Onto my question! I want to grow my virgin hair back out and have it smooth and shiny and manageable again. I've already dyed it back to brown to get started but...

Would it be best to cut a pixie and get rid of as much of the bleached hair length as possible?

Do split ends really work their way up the hair shaft? (My main concern)

I'd rather start all over so to speak than sacrifice the health of my regrowth because the lengths are damaged...


----------



## Geek2 (Jun 10, 2016)

A fresh cut definitely helps with the overall health of the hair. The split ends don't travel up the hair shaft so to speak but they always say that if you are growing your hair, regular trims on the ends are important. You want the new growth to be healthy and the best way to do that is cut off the damaged part.


----------



## Lin1018 (Aug 18, 2016)

My hairdresser's mantra is "see a split end, chop it off", which is precisely what she did with my fried hair she then told me to get Pro-naturals hair repair system with argan oil. I used it for one week in every six weeks alongside my Optima Tea Tree shampoo &amp; conditioner for the other five weeks but making sure I used the hair mask once a week and the argan oil leave in treatment after each shampoo whether it was Optima or Pro-naturals.


----------



## stackescape (Sep 6, 2016)

you should chop it off and Argan oil treatments really help repair your hair


----------



## angela17 (Sep 14, 2016)

You should chop it off because it can actually split your whole hair cuticule , and your hair will then be thin and damaged and frizzy..


----------



## marysweet (Sep 20, 2016)

Yea I think def you should chop it off + hair care treatment


----------



## WilliamRobinson (Oct 3, 2016)

I too have the same problem.  /emoticons/[email protected] 2x" width="20" height="20" />


----------



## Nitya Sharma (Oct 6, 2016)

Goat Milk Shampoo has lots of benefits

It can help to repair your damaged hair and get your silky and smooth.


----------



## Lola.Gonzalez (Apr 25, 2020)

Cut only the damaged part (too little)
Use sulfate-free hair products.


----------



## JHANVI JAIN (Apr 28, 2020)

Chopping can be a one time solution but when it comes again what will you do....

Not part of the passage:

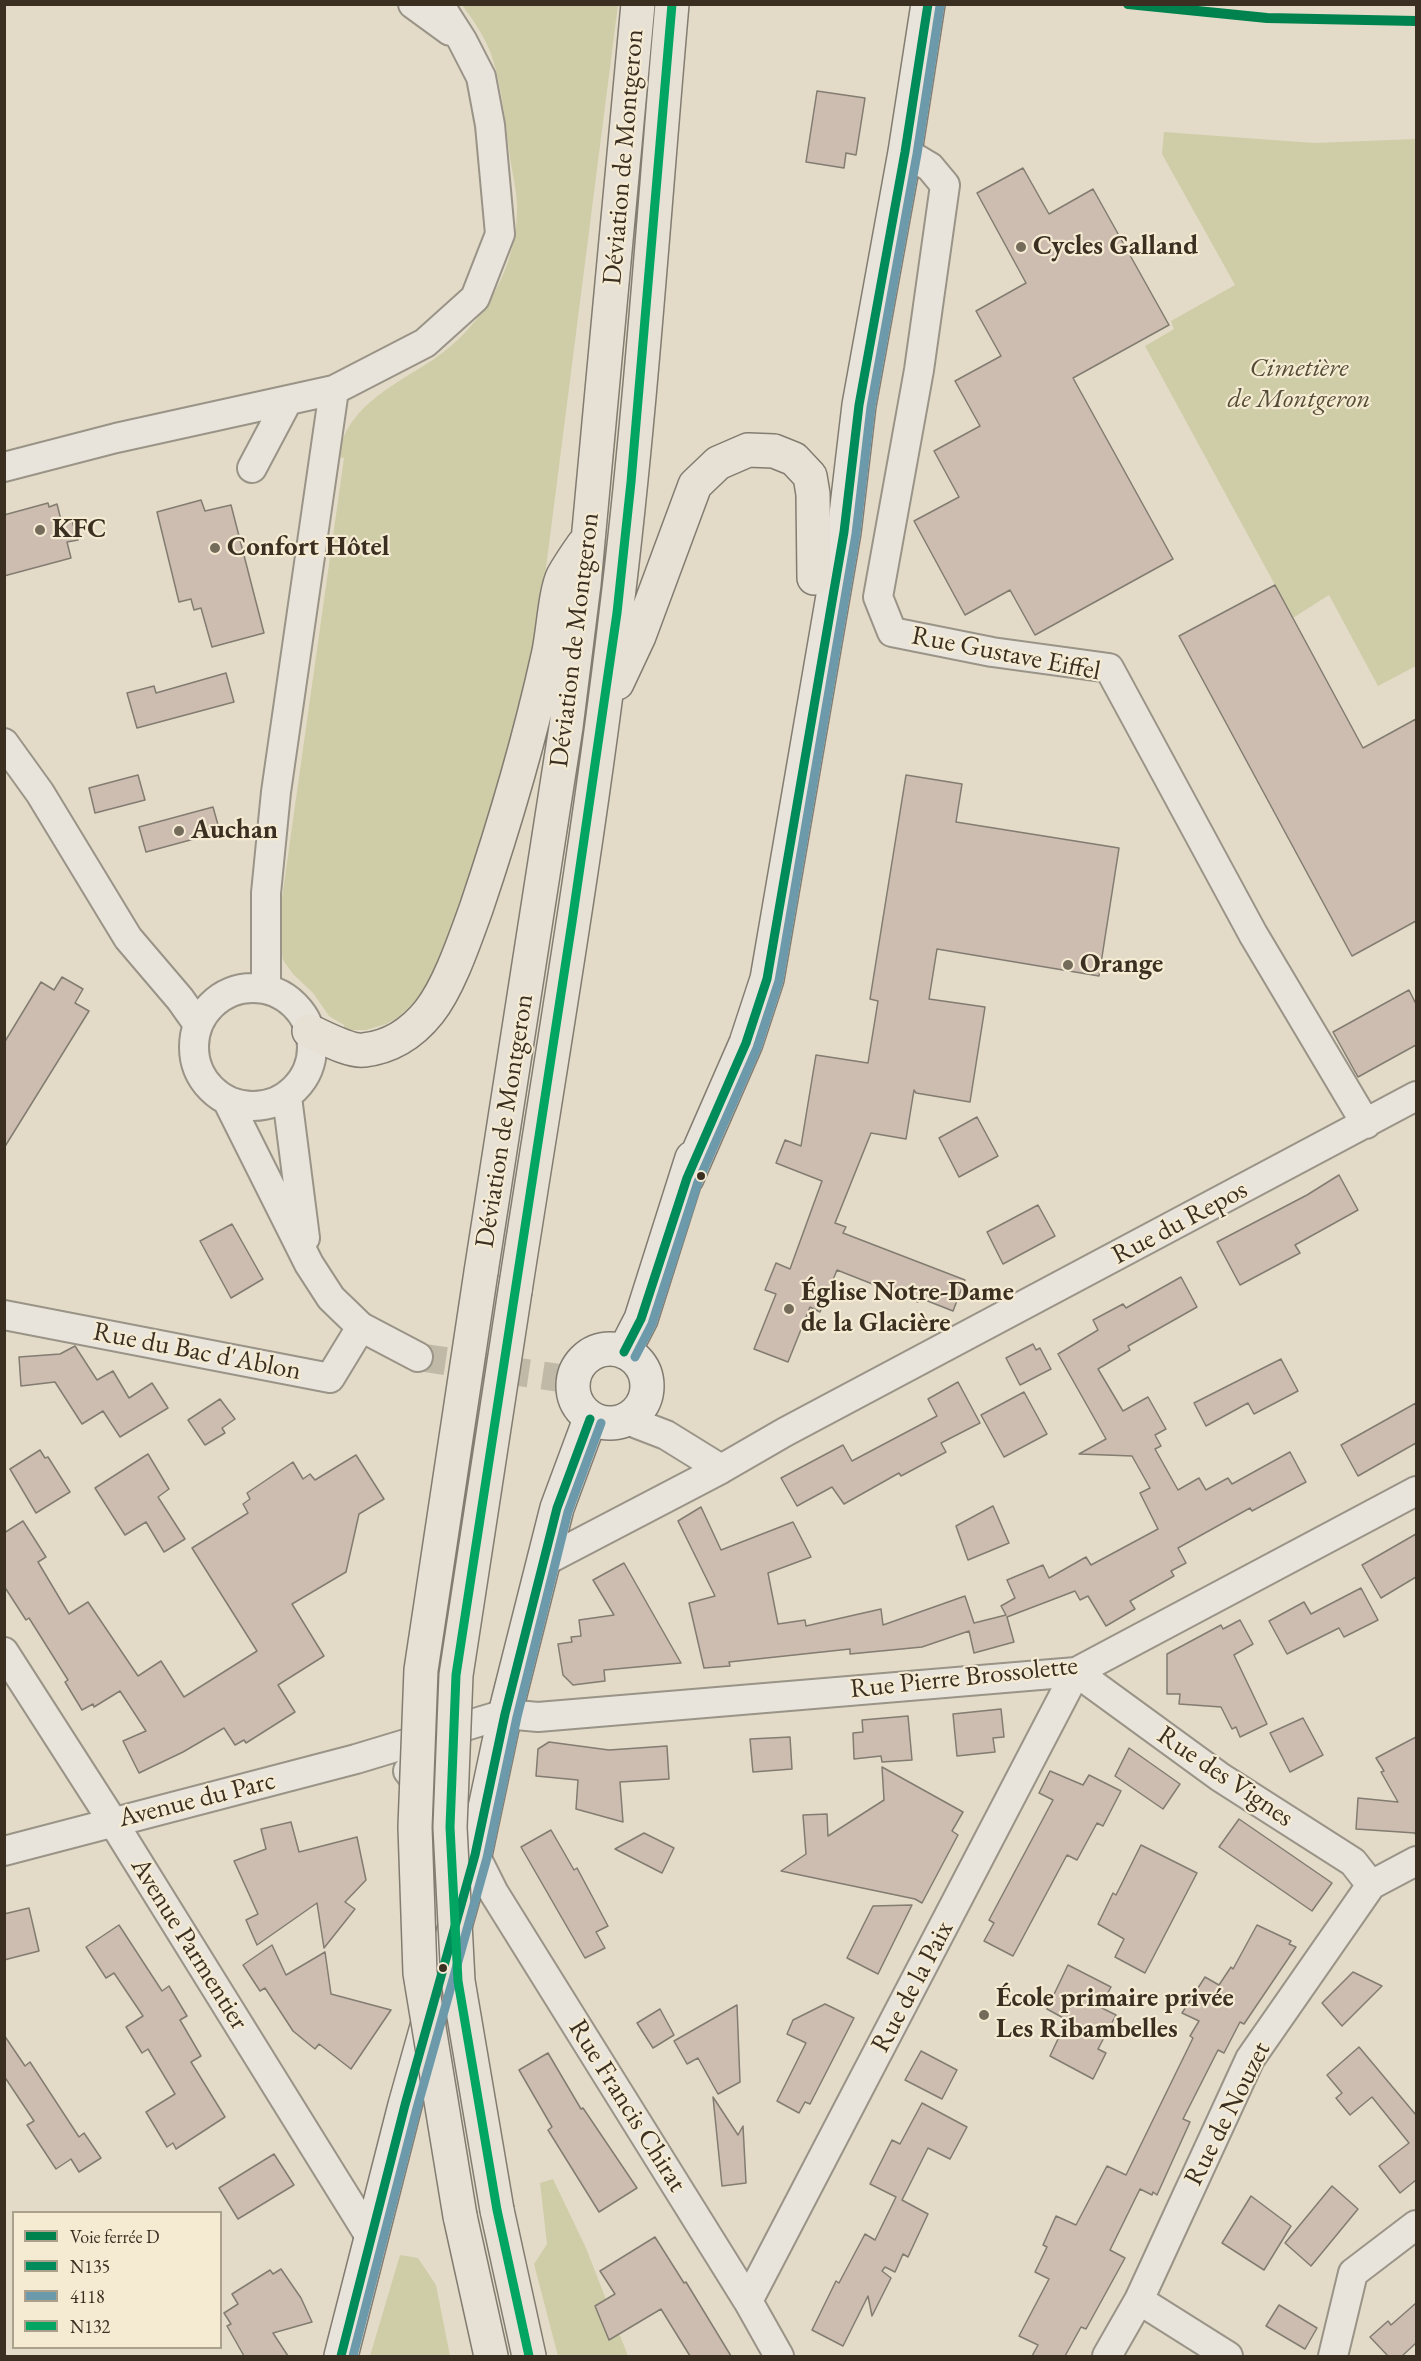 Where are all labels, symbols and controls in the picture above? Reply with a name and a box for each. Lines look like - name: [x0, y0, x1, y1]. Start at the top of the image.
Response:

Let me tell you some common mistakes to avoid damaged hair :

1. Washing hair with hot water will make it dry and brittle.

2. Daily exposure to the sun is one of the major reasons for dry hair.

3. Skipping on sleep is bad for the hair in the long run. eg. it leads to hair loss, breakage etc.

4. Heat is not good for your hair.Try using heated hair tools as less as possible.

5. Tight hairstyles cause the hair to become weak over time making it likely to breakage.


----------



## Beautybyluo (Apr 28, 2020)

Is there any good hair masks out there that could help treat already damaged hair? 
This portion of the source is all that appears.